Maybe you can get it via DOM, using
var source =document.getElementsByTagName("html");
and fetch the source using DOMParser
Hello everybody,
really looks like there is no way to get "all the sourcecode". You may use
document.documentElement.innerHTML
to get the innerHTML of the top element (usually html). If you have a php error message like
<h3>fatal error</h3>
segfault
<html>
<head>
<title>bla</title>
<script type="text/javascript">
alert(document.documentElement.innerHTML);
</script>
</head>
<body>
</body>
</html>
the innerHTML would be
<head>
<title>bla</title></head><body><h3>fatal error</h3>
segfault
<script type="text/javascript">
alert(document.documentElement.innerHTML);
</script></body>
but the error message would still retain
edit: documentElement is described here: https://developer.mozilla.org/en/DOM/document.documentElement
You can get URL with var URL = document.location.href
and navigate to "view-source:"+URL
.
Now you can fetch the whole source code (viewsource is the id of the body):
var code = document.getElementById('viewsource').innerHTML;
Problem is that the source code is formatted. So you have to run strip_tags() and htmlspecialchars_decode() to fix it.

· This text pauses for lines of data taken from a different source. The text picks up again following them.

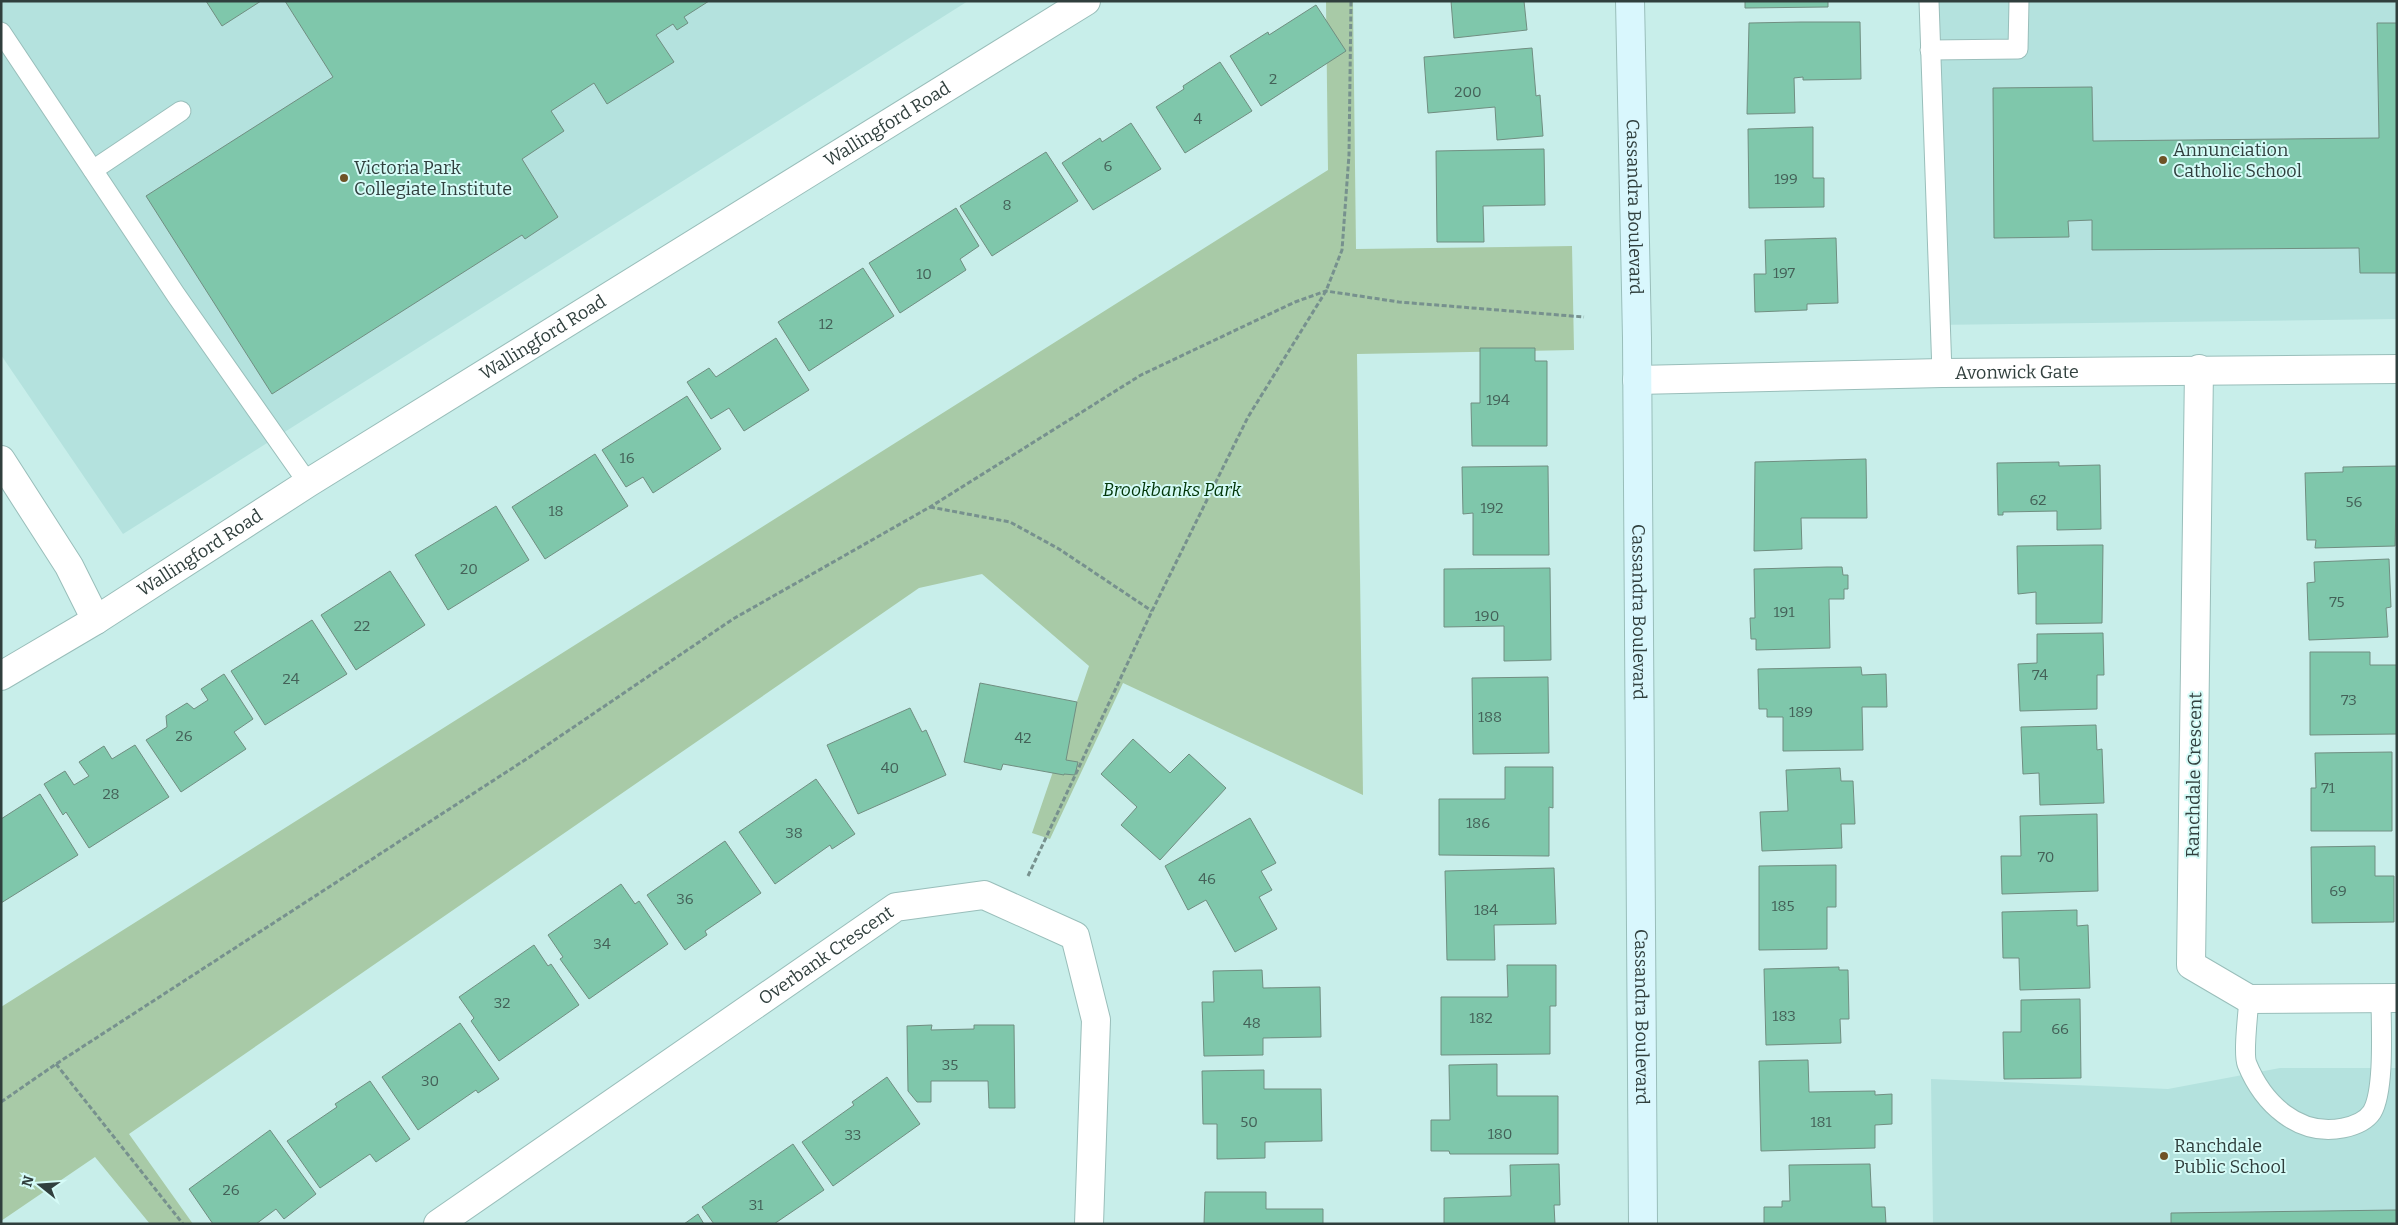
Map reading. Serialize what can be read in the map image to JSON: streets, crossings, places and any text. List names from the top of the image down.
{
  "streets": {
    "street": [
      "Wallingford Road",
      "Cassandra Boulevard",
      "Avonwick Gate",
      "Ranchdale Crescent",
      "Overbank Crescent"
    ]
  },
  "crossings": [
    ["Cassandra Boulevard", "Avonwick Gate"],
    ["Avonwick Gate", "Ranchdale Crescent"]
  ],
  "parks": ["Brookbanks Park"],
  "places": ["Annunciation Catholic School", "Victoria Park Collegiate Institute", "Ranchdale Public School"],
  "house_numbers": [
    "2",
    "200",
    "4",
    "6",
    "199",
    "8",
    "197",
    "10",
    "12",
    "194",
    "16",
    "62",
    "56",
    "192",
    "18",
    "20",
    "75",
    "191",
    "190",
    "22",
    "74",
    "24",
    "73",
    "189",
    "188",
    "26",
    "42",
    "40",
    "71",
    "28",
    "186",
    "38",
    "70",
    "46",
    "69",
    "36",
    "185",
    "184",
    "34",
    "32",
    "183",
    "182",
    "48",
    "66",
    "35",
    "30",
    "50",
    "181",
    "180",
    "33",
    "26",
    "31"
  ],
  "north": "left"
}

For example, line 1 should be the doctype and line 2 should look like:
<<span class="start-tag">HTML</span>>
So after strip_tags() it becomes:
<HTML>
And after htmlspecialchars_decode() we finally get expected result:
<HTML>
The code doesn't pass to DOM parser so you can view invalid HTML too.
You will need a xul browser object to load the content into.
Load the "view-source:" version of your page into a the browser object, in the same way as the "View Page Source" menu does. See function viewSource() in chrome://global/content/viewSource.js
. That function can load from cache, or not.
Once the content is loaded, the original source is given by:
var source = browser.contentDocument.getElementById('viewsource').textContent;
Serialize a DOM Document
This method will not get the original source, but may be useful to some readers.
You can serialize the document object to a string. See Serializing DOM trees to strings in the MDC. You may need to use the alternate method of instantiation in your extension.
That article talks about XML documents, but it also works on any HTML DOMDocument.
var serializer = new XMLSerializer();
var source = serializer.serializeToString(document);
This even works in a web page or the firebug console.
The first part of Sagi's answer, but use document.getElementById('viewsource').textContent
instead.
More in line with Lachlan's answer, but there is a discussion of the internals here that gets quite in depth, going into the Cpp code.
http://www.mail-archive.com/[email protected]/msg05391.html
and then follow the replies at the bottom.